Of course, work will be required. Defending AL Cy Young Award winner David Price, a left-hander, threw 211 innings last year and likely must toss more. Left-hander Matt Moore had 177.1 innings, right-hander Jeremy Hellickson 177 and right-hander Alex Cobb 136.1. Each must lift a greater load.
“It’s never easy to replace James Shields,” Maddon said. “My original thought was that the other guys — I don’t like to use the phrase, ‘Pick up their game’ or whatever — I just want them to continue to develop. There are certain guys like Helli (Hellickson) who can pitch more innings. Moore can pitch more innings. The guys we already have are capable of getting deeper and farther into the game and pitch more innings for the entire season just based on experience. … Of course, the last pitcher within the group, whoever that guy may be, is also going to be capable of pitching a lot of innings. So we’re going to pick those innings up somewhere.”

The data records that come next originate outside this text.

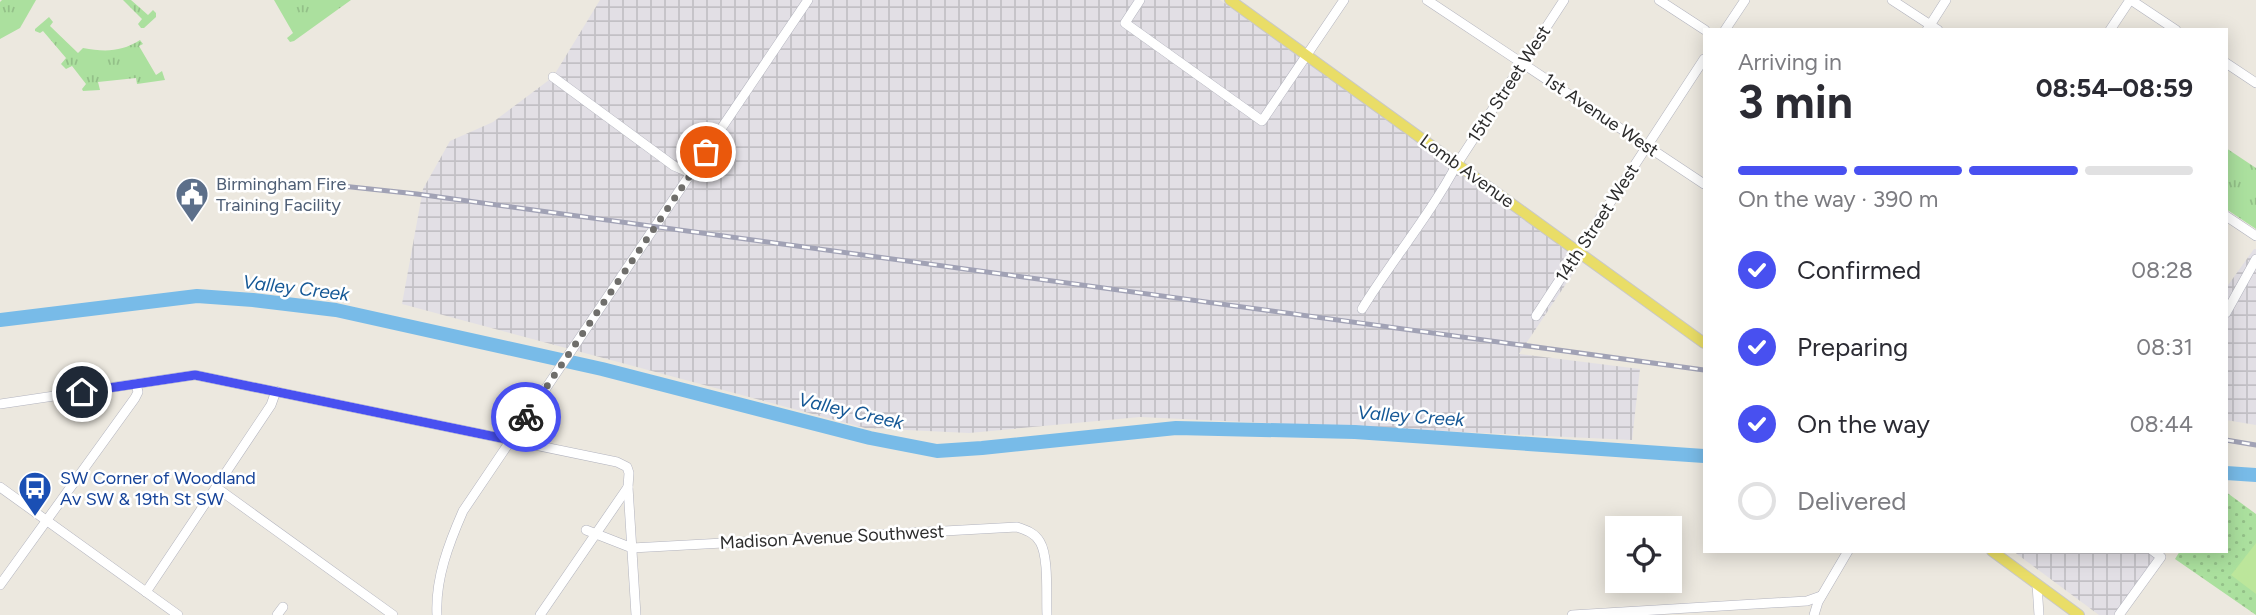 <!DOCTYPE html>
<html lang="en">
<head>
<meta charset="utf-8">
<style>
	:root { --surface:#fff; --page:#f7f7f7; --text:#2b2b33; --muted:#7c7c81; --line:#e1e1e2; --accent:#4850f0 }
	body { margin:0; font-family:Figtree,sans-serif; background:var(--page); color:var(--text); height:100vh; display:flex; flex-direction:column; font-size:26px; white-space:nowrap }
	* { box-sizing:border-box; margin:0 }
	p { font-size:23px; color:var(--muted) }
	.icon { flex:none; width:38px; height:38px; fill:none; stroke:currentColor; stroke-width:2; stroke-linecap:round; stroke-linejoin:round }
	.map { position:relative; flex:1; overflow:hidden }
	.sheet { position:absolute; left:1703px; top:28px; width:525px; height:525px; display:flex; flex-direction:column; background:var(--surface); border-radius:0px; box-shadow:0 4px 18px #0003 }
	.sheet>* { flex:none }
	.fabs { position:absolute; left:1605px; top:516px; display:grid; gap:14px }
	.fabs a { display:grid; place-items:center; width:77px; height:77px; border-radius:0px; background:var(--surface); box-shadow:0 4px 18px #0003; font-size:35px }
	.pin { position:absolute; display:grid; place-items:center; width:60px; height:60px; color:#fff; margin:-30px; border:4px solid #fff; border-radius:50%; box-shadow:0 2px 7px #0007 }
	.courier { position:absolute; display:grid; place-items:center; width:70px; height:70px; margin:-35px; border:5px solid #4850f0; border-radius:50%; background:#fff; color:#222; box-shadow:0 2px 9px #0007 }
	.summary em { font-style:normal; font-weight:700 }
	.summary div { display:flex; flex-direction:column-reverse }
	.summary { display:flex; align-items:center; justify-content:space-between; height:119px; padding:0 35px }
	h1 { font-size:46px; font-weight:700; line-height:52px }
	.bar { display:grid; grid-template-columns:repeat(4,1fr); gap:10px 7px; align-content:center; height:84px; padding:0 35px }
	.bar i { height:9px; border-radius:5px; background:var(--line) }
	.bar .active { background:var(--accent) }
	.bar p { grid-column:span 4 }
	ol { padding:0 35px; list-style:none }
	li { display:flex; align-items:center; gap:21px; height:77px }
	li p { margin-inline-start:auto }
	li .icon { padding:7px; border-radius:50%; background:var(--accent); color:#fff; stroke-width:4 }
	li:last-child { color:var(--muted) }
	li i { width:38px; height:38px; border:4px solid var(--line); border-radius:50% }
	.map>svg:first-child { display:block }
</style>
</head>
<body>
<div class="map">
<svg width="2256" height="615" viewBox="0 0 2256 615">
	<defs>
		<pattern id="industrial-grid" width="8" height="8" patternUnits="userSpaceOnUse" patternTransform="scale(1.75)"><rect width="8" height="8" fill="#e2dfe5"/><path d="M0 4h8M4 0v8" fill="none" stroke="#c2c0c5"/></pattern>
		<pattern id="grass-tufts" width="24" height="20" patternUnits="userSpaceOnUse" patternTransform="scale(1.75)"><rect width="24" height="20" fill="#abe09e"/><path d="M3 7l-1-3M5 7V3M7 7l1-3M15 17l-1-3M17 17v-4M19 17l1-3" fill="none" stroke="#93c088"/></pattern>
		<pattern id="park-dots" width="8" height="8" patternUnits="userSpaceOnUse" patternTransform="scale(1.75)"><rect width="8" height="8" fill="#abe09e"/><path d="M2 2h.1M6 6h.1" fill="none" stroke="#93c088" stroke-width="1.8" stroke-linecap="round"/></pattern>
	</defs>
	<rect width="100%" height="100%" fill="#ece8df"/>
	<g fill="url(#industrial-grid)">
		<polygon points="600,0 1220,0 1582,260 1519,354 1640,369 1632,440 1140,417 969,433 865,428 402,304 423,189 450,141 493,122 553,77"/>
		<polygon points="2254,249 2256,249 2256,425 2226,420 2226,288"/>
		<polygon points="2013,551 2149,551 2157,557 2115,615 2099,615"/>
	</g>
	<g fill="url(#grass-tufts)">
		<polygon points="2,0 36,0 20,28 0,39 0,2"/>
		<polygon points="123,0 131,0 148,15 153,10 156,13 156,17 144,28 141,28 138,24 142,19"/>
		<polygon points="274,0 351,0 294,41 290,42 287,38 293,33"/>
		<path d="M49,17L53,22L50,26L78,53L83,48C105,52 121,52 140,40L143,44L139,46L156,75L162,71L165,80L137,84L136,78L98,82L100,90L83,91L82,89L86,84L72,66L66,69L61,64L66,58L43,31L40,33L35,31V29Z"/>
		<polygon points="2226,148 2256,168 2256,229 2226,209"/>
	</g>
	<polygon fill="url(#park-dots)" points="2226,492 2256,514 2256,615 2175,559 2180,551 2226,551"/>
	<polygon fill="#bce69b" points="2256,543 2256,594 2231,575"/>
	<g fill="none" stroke-linecap="round" stroke-linejoin="round">
		<g stroke="#78bbe8" stroke-width="14">
			<polyline points="0,320 197,296 253,300 336,310 602,369 870,438 937,451 982,448 1176,428 1355,432 1704,456"/>
			<polyline points="2226,473 2256,475"/>
		</g>
		<defs>
			<g id="minor">
				<polyline points="1140,0 1125,23 1262,121 1344,0"/>
				<polyline points="1427,0 1704,184"/>
				<polyline points="1659,0 1705,30"/>
				<polyline points="1892,0 1938,30"/>
				<polyline points="2131,0 2176,30"/>
				<polyline points="1725,30 1745,0"/>
				<polyline points="1927,30 1946,0"/>
				<polyline points="2110,30 2130,0"/>
				<polyline points="2226,63 2256,83"/>
				<polyline points="553,77 674,166 691,173"/>
				<polyline points="2226,216 2256,236"/>
				<path d="M1362,309C1392,260 1430,215 1457,164L1564,0"/>
				<polyline points="2226,313 2256,259"/>
				<polyline points="1536,316 1704,59"/>
				<polyline points="0,404 195,375 617,462 627,467 629,473 628,487 636,615"/>
				<polyline points="0,487 178,615"/>
				<polyline points="217,488 393,615"/>
				<path d="M586,530L632,548L1017,527C1026,530 1035,533 1040,542C1049,557 1046,596 1047,615"/>
				<polyline points="2037,584 2039,615"/>
				<polyline points="0,585 135,398 138,392 136,384"/>
				<polyline points="146,592 271,405 276,391"/>
				<polyline points="277,615 283,607"/>
				<path d="M437,615C435,579 449,543 463,511L808,0"/>
				<polyline points="540,615 628,487"/>
				<polyline points="1572,615 1807,601 1821,596"/>
				<polyline points="1814,615 1818,602 1848,551"/>
				<polyline points="2119,615 2161,557 2153,551"/>
			</g>
			<g id="major">
				<polyline points="1230,0 1704,343"/>
				<polyline points="1992,551 2079,615"/>
			</g>
		</defs>
		<use href="#minor" stroke="#b2b3be" stroke-width="10"/>
		<use href="#major" stroke="#c8c8c8" stroke-width="12"/>
		<use href="#minor" stroke="#fff" stroke-width="9"/>
		<use href="#major" stroke="#e9dd67" stroke-width="10"/>
		<defs>
			<g id="rail">
				<polyline points="342,186 417,194 1704,370"/>
				<polyline points="2226,440 2256,445"/>
			</g>
		</defs>
		<use href="#rail" stroke="#a1a2b5" stroke-width="5"/>
		<use href="#rail" stroke="#fff" stroke-width="2.5" stroke-dasharray="8" stroke-linecap="butt"/>
	</g>
	<g fill="none" stroke-linecap="round" stroke-linejoin="round">
		<polyline stroke="#6f6e6b" stroke-width="7" stroke-dasharray="0 12.6" points="526,417 706,152"/>
		<polyline stroke="#4850f0" stroke-width="9" points="82,392 195,375 511,440 526,417"/>
	</g>
	<defs>
		<symbol id="civic-pin" viewBox="-11 -11 22 30"><path d="M0 17L-7.5 6A9.5 9.5 0 1 1 7.5 6Z" fill="#5c6f8a" stroke="#fff"/><path d="M-.6-6.5H3V-4.5H.6V-3L4-1V1h2V6H-6V1h2V-1L-.6-3ZM-1.2 2.5V6h2.4V2.5Z" fill="#fff"/></symbol>
		<symbol id="bus-pin" viewBox="-11 -11 22 30"><path d="M0 17L-7.5 6A9.5 9.5 0 1 1 7.5 6Z" fill="#1a4fb4" stroke="#fff"/><path d="M-5-6H5V4H4V6H2V4H-2V6H-4V4H-5ZM-3.5-4V0h7V-4ZM-3.5 1.2v1.5H-2V1.2ZM2 1.2v1.5H3.5V1.2Z" fill="#fff"/></symbol>
	</defs>
	<g fill-rule="evenodd">
		<use href="#civic-pin" x="173" y="175" width="38" height="52"/>
		<use href="#bus-pin" x="16" y="469" width="38" height="52"/>
	</g>
	<g text-anchor="middle" dominant-baseline="central" stroke-width="5" stroke-linejoin="round" paint-order="stroke">
		<g font-size="18" fill="#2c2c2c" stroke="#fff">
			<text transform="translate(1509 84) rotate(-57)">15th Street West</text>
			<text transform="translate(1601 115) rotate(34)">1st Avenue West</text>
			<text transform="translate(1467 171) rotate(36)">Lomb Avenue</text>
			<text transform="translate(1597 223) rotate(-57)">14th Street West</text>
			<text transform="translate(832 537) rotate(-3)">Madison Avenue Southwest</text>
		</g>
		<g font-size="18" fill="#4e5e75" stroke="#fff" text-anchor="start">
			<text x="216" y="184">Birmingham Fire<tspan x="216" dy="21">Training Facility</tspan></text>
		</g>
		<g font-size="18" fill="#164399" stroke="#fff" text-anchor="start">
			<text x="60" y="478">SW Corner of Woodland<tspan x="60" dy="21">Av SW &amp; 19th St SW</tspan></text>
		</g>
		<g font-size="19" font-style="italic" fill="#155896" stroke="#fff">
			<text transform="translate(296 288) rotate(7)">Valley Creek</text>
			<text transform="translate(851 411) rotate(13)">Valley Creek</text>
			<text transform="translate(1411 416) rotate(4)">Valley Creek</text>
		</g>
	</g>
</svg>
<div class="fabs">
<a><svg class="icon" aria-label="locate" viewBox="0 0 24 24"><circle cx="12" cy="12" r="6"/><path d="M12 2v4M12 18v4M2 12h4M18 12h4"/></svg></a>
</div>
<div class="pin" style="left:706px;top:152px;background:#ea580c"><svg class="icon" aria-label="bag" viewBox="0 0 24 24"><path d="M5 8h14l-1 12H6zM9 8a3 3 0 0 1 6 0"/></svg></div>
<div class="pin" style="left:82px;top:392px;background:#1f2937"><svg class="icon" aria-label="home" viewBox="0 0 24 24"><path d="M3 11l9-7 9 7M6 9v11h12V9"/></svg></div>
<div class="courier" style="left:526px;top:417px"><svg class="icon" aria-label="bike" viewBox="0 0 24 24"><circle cx="6" cy="16" r="4"/><circle cx="18" cy="16" r="4"/><path d="M6 16l4-8h5l3 8M10 8l3 8H6M13 5h3"/></svg></div>
<section class="sheet">
<div class="summary"><div><h1>3 min</h1><p>Arriving in</p></div><em>08:54–08:59</em></div>
<div class="bar"><i class="active"></i><i class="active"></i><i class="active"></i><i></i><p>On the way · 390 m</p></div>
<ol>
<li><svg class="icon" aria-label="check" viewBox="0 0 24 24"><path d="M5 12l5 5 9-10"/></svg>Confirmed<p>08:28</p></li>
<li><svg class="icon" aria-label="check" viewBox="0 0 24 24"><path d="M5 12l5 5 9-10"/></svg>Preparing<p>08:31</p></li>
<li><svg class="icon" aria-label="check" viewBox="0 0 24 24"><path d="M5 12l5 5 9-10"/></svg>On the way<p>08:44</p></li>
<li><i></i>Delivered</li>
</ol>
</section>
</div>
</body>
</html>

“Somewhere” is a fitting word to frame the Rays’ situation. Somewhere, they’re confident they’ll find an answer for life post-Shields and Davis. Somewhere, they’re confident they’ll discover how to compensate for two valued arms. Somewhere, they’re confident they’ll develop a new identity on the mound and be as effective as before.
For them, fresh starts include familiar expectations. The more things change, the less they actually do.